Desde hace varias semanas, me sorprendo llevando cada vez más frecuentemente la única camisa de rayas horizontales que tengo – una Marc Guyot con rayas grises bastante anchas, cuello y puños blancos – porque la encuentro, a pesar de mis prejuicios iniciales, no sólo deslumbrante, sino también versátil y, a fin de cuentas, bastante fácil de combinar con otras prendas.
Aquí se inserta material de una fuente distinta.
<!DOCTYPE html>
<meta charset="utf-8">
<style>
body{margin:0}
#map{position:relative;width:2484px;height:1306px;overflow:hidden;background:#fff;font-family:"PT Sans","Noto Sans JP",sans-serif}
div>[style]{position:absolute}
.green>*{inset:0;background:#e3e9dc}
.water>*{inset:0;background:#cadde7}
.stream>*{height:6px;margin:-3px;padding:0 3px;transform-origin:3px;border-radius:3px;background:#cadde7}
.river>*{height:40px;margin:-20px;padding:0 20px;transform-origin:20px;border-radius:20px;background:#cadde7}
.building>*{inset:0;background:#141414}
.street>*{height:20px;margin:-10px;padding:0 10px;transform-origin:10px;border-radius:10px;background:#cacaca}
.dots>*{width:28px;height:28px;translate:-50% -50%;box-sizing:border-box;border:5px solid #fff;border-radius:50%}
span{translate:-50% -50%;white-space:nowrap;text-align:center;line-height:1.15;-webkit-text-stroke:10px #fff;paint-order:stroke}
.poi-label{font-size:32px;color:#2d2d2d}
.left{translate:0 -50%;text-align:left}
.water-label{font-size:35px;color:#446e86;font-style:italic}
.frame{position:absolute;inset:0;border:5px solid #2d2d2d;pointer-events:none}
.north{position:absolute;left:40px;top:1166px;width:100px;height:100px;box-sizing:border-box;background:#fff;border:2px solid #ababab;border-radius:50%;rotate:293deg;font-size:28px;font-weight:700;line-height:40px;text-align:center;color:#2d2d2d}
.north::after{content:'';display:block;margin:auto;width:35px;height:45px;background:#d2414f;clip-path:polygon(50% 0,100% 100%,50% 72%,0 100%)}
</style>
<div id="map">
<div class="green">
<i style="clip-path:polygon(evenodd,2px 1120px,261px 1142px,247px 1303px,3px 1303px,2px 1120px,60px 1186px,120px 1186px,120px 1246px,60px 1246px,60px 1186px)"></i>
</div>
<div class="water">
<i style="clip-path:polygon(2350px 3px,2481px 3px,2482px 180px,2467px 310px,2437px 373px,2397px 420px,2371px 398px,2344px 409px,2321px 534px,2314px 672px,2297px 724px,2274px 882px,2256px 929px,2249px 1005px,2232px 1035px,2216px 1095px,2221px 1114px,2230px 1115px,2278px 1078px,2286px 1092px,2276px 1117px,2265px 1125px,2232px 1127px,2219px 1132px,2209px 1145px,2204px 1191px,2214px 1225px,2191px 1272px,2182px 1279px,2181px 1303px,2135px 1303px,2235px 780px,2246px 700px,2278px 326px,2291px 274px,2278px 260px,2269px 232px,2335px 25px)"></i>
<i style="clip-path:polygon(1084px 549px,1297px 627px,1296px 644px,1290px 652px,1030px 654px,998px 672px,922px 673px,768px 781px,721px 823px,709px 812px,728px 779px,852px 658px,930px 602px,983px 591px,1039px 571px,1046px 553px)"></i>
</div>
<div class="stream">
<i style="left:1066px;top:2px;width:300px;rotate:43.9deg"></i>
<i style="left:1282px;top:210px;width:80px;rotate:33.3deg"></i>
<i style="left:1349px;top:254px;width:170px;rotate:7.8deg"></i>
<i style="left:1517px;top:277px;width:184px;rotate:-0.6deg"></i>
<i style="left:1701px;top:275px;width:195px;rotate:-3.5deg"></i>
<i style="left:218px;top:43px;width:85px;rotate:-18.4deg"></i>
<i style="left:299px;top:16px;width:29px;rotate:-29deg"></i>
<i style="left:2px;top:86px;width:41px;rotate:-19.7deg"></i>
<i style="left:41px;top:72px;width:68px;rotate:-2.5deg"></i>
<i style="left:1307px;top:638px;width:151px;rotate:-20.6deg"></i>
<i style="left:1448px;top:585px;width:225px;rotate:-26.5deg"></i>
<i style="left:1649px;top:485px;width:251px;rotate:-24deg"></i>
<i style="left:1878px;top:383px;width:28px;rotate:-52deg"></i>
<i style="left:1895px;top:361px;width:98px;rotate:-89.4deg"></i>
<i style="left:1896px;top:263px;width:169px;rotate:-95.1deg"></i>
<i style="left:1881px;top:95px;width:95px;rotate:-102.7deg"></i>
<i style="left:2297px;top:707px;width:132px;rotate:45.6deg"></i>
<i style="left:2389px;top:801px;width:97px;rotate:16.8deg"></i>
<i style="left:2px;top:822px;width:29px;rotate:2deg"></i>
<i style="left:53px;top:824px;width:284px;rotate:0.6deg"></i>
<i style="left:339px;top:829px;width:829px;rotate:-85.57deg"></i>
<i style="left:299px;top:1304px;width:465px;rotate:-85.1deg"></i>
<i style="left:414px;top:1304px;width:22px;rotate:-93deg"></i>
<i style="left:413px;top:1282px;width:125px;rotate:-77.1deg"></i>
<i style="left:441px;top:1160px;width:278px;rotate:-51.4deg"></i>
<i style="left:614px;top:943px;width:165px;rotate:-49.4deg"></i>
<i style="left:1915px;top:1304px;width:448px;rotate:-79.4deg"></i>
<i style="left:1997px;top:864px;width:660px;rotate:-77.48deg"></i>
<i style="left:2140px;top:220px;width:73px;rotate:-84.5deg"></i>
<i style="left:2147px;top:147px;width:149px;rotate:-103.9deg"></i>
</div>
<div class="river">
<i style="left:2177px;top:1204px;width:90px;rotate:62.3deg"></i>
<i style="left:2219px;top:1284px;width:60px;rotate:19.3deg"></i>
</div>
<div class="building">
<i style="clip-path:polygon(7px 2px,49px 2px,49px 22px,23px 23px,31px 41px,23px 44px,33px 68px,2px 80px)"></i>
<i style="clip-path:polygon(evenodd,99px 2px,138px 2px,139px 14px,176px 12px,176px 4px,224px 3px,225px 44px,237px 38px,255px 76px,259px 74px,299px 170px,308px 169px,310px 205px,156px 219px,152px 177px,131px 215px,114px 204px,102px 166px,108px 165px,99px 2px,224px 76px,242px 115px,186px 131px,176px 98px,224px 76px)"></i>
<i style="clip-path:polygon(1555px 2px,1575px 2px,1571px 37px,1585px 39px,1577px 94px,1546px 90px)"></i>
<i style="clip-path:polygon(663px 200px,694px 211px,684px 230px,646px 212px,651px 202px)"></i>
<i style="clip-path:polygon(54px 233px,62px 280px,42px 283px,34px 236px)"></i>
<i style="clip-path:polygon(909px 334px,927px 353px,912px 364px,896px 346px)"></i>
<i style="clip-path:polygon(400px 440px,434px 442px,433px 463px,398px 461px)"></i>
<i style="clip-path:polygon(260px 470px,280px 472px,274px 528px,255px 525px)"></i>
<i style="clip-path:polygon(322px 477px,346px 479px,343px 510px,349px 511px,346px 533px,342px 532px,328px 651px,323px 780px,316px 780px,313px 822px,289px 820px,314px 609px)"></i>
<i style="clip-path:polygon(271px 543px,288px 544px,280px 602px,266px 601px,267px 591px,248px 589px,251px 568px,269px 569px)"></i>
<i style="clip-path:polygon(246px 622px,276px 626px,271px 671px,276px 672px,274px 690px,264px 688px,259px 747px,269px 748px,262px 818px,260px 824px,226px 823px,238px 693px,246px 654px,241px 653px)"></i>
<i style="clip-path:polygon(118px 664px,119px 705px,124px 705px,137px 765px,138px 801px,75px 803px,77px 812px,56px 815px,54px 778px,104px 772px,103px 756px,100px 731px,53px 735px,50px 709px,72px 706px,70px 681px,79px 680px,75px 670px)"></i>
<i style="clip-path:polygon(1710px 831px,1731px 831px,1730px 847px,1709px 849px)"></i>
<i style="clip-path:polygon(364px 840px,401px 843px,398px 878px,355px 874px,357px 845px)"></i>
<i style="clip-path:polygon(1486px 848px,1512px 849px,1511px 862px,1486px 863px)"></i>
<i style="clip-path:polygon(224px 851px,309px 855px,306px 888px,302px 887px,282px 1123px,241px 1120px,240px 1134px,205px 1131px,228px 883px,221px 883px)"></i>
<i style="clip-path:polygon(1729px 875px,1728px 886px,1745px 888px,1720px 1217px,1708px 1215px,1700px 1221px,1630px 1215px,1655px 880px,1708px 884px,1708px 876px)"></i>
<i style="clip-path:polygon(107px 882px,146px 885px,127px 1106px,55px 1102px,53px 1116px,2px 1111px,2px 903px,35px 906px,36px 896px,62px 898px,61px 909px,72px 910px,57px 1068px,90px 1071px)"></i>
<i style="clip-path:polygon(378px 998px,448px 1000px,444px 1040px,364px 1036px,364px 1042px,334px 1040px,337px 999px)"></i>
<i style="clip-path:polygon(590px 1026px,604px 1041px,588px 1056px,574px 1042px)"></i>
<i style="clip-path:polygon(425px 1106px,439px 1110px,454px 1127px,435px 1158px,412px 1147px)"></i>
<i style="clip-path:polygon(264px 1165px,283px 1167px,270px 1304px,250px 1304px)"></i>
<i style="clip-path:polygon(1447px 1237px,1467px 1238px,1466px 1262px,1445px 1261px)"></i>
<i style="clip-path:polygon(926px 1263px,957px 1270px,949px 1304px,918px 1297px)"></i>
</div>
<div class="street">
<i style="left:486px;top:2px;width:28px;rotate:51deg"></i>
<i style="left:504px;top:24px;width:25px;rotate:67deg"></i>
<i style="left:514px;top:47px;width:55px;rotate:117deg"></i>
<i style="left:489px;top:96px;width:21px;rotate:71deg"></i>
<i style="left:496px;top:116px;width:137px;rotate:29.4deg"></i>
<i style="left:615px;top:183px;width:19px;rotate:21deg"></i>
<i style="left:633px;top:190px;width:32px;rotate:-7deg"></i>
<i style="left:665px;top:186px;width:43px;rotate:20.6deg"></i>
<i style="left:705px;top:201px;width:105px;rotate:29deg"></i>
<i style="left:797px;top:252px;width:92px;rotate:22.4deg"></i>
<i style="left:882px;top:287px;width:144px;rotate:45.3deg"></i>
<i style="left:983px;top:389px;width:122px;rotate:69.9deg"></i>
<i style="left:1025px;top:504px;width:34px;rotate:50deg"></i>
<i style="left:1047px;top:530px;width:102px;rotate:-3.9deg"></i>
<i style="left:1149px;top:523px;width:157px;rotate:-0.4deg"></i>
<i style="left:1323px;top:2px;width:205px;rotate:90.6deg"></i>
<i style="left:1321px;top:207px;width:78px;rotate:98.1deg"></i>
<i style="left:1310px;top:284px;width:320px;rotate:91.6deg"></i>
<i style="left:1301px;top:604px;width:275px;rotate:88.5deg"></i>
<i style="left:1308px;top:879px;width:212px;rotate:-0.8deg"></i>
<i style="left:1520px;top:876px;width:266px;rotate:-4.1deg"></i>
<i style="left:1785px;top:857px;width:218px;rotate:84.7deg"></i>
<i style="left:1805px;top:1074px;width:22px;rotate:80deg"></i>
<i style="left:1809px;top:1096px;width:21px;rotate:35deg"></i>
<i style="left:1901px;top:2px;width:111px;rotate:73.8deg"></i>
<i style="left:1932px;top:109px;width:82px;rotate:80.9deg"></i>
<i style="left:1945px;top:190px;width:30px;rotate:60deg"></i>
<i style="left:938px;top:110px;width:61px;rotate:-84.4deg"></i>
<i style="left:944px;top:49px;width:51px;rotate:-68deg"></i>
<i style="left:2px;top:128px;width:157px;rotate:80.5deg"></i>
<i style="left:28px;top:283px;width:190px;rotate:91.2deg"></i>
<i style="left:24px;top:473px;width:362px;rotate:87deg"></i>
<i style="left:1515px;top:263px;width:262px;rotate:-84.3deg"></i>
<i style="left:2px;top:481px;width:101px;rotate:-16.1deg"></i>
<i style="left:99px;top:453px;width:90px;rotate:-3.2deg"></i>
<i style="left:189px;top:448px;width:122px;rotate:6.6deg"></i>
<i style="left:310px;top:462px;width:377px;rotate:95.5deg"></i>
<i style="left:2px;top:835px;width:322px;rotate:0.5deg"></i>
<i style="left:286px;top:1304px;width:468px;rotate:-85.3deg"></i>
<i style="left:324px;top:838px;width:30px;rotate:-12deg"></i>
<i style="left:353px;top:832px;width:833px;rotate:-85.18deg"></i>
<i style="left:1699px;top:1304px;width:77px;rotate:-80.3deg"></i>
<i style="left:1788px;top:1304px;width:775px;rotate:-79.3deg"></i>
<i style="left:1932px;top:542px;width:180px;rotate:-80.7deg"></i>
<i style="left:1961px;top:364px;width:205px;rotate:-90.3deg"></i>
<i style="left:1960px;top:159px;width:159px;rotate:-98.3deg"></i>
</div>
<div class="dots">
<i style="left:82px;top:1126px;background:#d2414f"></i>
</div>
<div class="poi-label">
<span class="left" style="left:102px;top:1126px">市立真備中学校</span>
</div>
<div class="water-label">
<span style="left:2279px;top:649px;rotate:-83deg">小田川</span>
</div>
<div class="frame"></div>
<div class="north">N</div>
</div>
Hasta une fecha reciente, me había acostumbrado a llevarla sólo los fines de semana, sin corbata, con una chaqueta sport, pensando que la inevitable referencia a las rayas de los jerseys llamados “marineros” me prohibía llevarla durante la semana con traje y corbata.

Y, hace unos meses, de modo totalmente fortuito, se me ocurrió la idea, a priori descabellada, de llevarla con un traje gris medio de gran medida. Por eso escogí una corbata siete pliegues de cuadros diminutos blanquinegros, y debo confesar que el resultado me sorprendió… Estaba en presencia de un oxímoron estilístico que no dudo en calificar de “originalidad discreta” y desde entonces, no dejo de reflexionar en cómo ampliar (sin juego de palabras) mi colección de camisas a rayas horizontales.

Por eso voy a encargar ahora mismo la fabricación de varias camisas a medida de este tipo y hacer varias pruebas con rayas más o menos anchas, cuellos y puños desparejados o no y varios tipos de tejidos.

Compartiré con ustedes dentro de algún tiempo algunas fotografías de los atuendos a los que acabo de referirme y ustedes podrán enterarse de que se trata de un “tropo” (me atrevo a decirlo así) sumamente infravalorado. Por otra parte, encontrar este tipo de camisa en prêt-à-porter es todo un desafío porque, excepto el incansable y atrevido Marc Guyot, ninguna casa propone, que yo sepa, este tipo de modelo en Francia.

Desde luego, ustedes conocen la regla que pretende que se debe desaconsejar el uso de las rayas horizontales a los gentlemen algo corpulentos que quieran adelgazar la silueta. Esta regla sigue perfectamente aceptable y desaconsejo rotundamente (¡!) a los de ustedes que son algo “voluminosos” llevar este tipo de camisa…

Por lo que se refiere a los demás gentlemen, y no sólo a los que, por el contrario, se consideren demasiado flacos, les invito a que se lancen en esta sorprendente aventura. Única condición : ser capaz de asumir aquella horizontalidad que no dejará de suscitar reacciones y observaciones provenientes de su entorno… Pero, después de todo, ¿ya no estamos acostumbrados a éstas?